### About this task
Would you please return the lines of the material that contain the word "moveTo"?
● ● ● ●
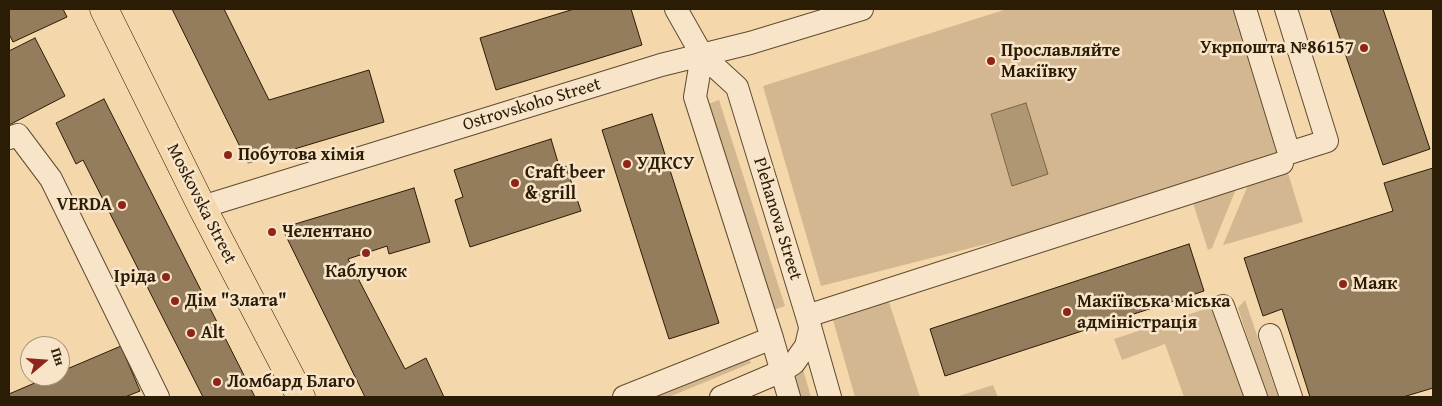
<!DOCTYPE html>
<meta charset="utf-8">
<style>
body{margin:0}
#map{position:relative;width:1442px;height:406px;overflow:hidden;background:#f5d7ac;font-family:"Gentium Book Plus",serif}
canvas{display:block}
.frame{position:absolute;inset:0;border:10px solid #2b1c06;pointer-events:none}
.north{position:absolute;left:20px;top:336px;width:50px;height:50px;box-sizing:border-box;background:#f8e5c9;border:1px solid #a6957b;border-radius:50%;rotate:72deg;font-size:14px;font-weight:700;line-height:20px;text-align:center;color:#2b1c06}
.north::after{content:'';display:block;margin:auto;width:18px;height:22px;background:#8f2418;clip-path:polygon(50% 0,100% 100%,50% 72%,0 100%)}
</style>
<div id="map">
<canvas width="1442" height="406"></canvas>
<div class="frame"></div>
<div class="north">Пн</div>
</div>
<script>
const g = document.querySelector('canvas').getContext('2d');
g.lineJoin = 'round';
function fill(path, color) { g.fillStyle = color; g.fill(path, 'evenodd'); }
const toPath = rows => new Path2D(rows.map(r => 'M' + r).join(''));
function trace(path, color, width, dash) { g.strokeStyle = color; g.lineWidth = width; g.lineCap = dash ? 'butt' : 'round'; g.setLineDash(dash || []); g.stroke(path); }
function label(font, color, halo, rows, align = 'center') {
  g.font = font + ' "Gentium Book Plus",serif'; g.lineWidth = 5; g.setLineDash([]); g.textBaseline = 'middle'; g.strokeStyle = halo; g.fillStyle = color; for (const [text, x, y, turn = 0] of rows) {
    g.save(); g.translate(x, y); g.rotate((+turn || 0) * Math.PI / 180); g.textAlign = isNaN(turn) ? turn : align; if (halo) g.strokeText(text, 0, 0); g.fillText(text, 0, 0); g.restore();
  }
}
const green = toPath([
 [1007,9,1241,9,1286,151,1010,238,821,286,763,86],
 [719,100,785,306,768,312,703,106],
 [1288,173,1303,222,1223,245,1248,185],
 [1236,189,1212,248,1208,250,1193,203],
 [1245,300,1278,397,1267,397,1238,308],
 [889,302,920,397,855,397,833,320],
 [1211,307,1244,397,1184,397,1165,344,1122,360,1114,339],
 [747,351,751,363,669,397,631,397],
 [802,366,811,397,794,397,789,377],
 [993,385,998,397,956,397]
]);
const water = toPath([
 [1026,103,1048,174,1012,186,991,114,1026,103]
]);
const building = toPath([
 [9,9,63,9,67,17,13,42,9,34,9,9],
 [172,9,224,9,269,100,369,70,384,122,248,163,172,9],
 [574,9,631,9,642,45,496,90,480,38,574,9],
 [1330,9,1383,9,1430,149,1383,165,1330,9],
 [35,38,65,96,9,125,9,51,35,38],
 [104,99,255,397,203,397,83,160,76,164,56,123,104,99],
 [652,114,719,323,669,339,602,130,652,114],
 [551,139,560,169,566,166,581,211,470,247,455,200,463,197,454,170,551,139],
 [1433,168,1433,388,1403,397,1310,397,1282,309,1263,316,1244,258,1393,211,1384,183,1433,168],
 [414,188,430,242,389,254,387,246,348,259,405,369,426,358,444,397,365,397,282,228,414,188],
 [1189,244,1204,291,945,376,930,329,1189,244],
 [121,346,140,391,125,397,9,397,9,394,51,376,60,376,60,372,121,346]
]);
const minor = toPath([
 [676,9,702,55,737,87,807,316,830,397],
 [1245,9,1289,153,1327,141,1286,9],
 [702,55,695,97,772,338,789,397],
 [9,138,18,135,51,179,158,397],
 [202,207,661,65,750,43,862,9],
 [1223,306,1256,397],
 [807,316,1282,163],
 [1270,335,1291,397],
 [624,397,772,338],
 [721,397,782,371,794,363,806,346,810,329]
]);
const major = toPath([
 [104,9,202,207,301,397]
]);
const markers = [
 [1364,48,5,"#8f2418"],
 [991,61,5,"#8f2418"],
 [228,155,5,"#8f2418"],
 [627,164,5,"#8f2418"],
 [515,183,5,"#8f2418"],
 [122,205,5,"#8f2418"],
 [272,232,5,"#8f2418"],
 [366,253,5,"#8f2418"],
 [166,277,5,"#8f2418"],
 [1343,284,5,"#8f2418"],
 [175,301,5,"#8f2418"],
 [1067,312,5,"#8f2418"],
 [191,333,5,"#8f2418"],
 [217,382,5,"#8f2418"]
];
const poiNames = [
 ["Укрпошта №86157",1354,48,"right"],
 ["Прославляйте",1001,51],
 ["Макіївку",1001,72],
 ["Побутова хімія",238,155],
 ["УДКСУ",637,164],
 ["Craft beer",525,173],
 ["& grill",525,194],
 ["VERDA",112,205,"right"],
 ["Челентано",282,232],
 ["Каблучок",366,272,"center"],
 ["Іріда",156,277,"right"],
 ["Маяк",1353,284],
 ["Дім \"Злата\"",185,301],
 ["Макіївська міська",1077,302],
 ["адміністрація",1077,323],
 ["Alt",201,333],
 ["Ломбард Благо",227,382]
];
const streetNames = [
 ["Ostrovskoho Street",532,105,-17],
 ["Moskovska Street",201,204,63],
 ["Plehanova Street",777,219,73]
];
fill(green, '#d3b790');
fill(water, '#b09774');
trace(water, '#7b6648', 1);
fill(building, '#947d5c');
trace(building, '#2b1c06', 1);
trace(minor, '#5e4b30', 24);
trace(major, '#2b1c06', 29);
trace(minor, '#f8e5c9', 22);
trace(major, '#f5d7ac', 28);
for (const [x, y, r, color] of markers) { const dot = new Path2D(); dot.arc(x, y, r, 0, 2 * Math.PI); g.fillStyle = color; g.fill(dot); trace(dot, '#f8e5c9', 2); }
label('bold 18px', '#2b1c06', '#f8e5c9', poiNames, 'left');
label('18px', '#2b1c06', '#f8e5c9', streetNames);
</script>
● ● ● ●
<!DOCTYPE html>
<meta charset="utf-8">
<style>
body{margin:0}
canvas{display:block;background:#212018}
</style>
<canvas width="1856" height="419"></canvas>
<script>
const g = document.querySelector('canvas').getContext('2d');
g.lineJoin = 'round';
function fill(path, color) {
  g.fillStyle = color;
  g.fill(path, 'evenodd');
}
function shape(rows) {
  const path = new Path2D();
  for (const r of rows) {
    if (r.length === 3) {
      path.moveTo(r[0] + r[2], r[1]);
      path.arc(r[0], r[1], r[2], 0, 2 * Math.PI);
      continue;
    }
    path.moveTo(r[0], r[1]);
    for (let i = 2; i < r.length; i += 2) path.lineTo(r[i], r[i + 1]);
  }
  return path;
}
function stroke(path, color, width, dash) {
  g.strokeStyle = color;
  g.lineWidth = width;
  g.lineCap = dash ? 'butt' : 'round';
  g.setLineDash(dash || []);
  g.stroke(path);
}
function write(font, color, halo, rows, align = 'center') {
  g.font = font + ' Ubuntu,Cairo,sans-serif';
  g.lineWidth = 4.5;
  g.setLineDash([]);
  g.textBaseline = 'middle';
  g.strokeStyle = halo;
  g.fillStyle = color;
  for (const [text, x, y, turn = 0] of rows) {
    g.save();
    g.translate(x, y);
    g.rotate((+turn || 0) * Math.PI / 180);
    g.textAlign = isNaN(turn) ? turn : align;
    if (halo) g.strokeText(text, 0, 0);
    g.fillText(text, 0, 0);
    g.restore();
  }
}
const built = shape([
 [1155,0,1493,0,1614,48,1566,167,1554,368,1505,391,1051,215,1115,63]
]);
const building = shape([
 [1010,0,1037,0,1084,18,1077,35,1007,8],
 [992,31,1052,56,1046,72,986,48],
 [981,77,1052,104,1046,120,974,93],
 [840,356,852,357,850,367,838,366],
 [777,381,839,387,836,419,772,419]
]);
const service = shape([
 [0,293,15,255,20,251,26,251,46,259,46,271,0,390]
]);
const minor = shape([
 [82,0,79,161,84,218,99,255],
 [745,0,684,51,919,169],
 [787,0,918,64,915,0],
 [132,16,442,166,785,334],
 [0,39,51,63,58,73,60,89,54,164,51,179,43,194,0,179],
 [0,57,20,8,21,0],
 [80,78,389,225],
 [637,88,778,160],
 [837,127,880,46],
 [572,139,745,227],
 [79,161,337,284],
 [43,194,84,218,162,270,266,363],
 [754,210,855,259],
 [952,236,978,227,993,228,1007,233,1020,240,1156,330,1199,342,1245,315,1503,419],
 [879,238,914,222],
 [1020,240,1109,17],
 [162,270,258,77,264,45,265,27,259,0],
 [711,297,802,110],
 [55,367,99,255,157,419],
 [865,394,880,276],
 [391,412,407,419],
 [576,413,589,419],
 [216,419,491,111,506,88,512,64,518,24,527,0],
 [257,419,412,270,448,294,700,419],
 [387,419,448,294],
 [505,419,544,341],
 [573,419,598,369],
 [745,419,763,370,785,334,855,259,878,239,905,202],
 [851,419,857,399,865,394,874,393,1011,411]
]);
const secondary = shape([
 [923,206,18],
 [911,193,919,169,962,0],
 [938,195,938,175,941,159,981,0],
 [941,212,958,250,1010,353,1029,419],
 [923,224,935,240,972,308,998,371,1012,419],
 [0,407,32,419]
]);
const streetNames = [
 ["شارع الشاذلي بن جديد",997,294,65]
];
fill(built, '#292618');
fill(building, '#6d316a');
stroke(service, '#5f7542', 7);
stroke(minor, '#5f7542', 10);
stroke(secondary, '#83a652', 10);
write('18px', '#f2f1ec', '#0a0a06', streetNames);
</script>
● ● ● ●
### Completed exercise
      path.moveTo(r[0] + r[2], r[1]);
    path.moveTo(r[0], r[1]);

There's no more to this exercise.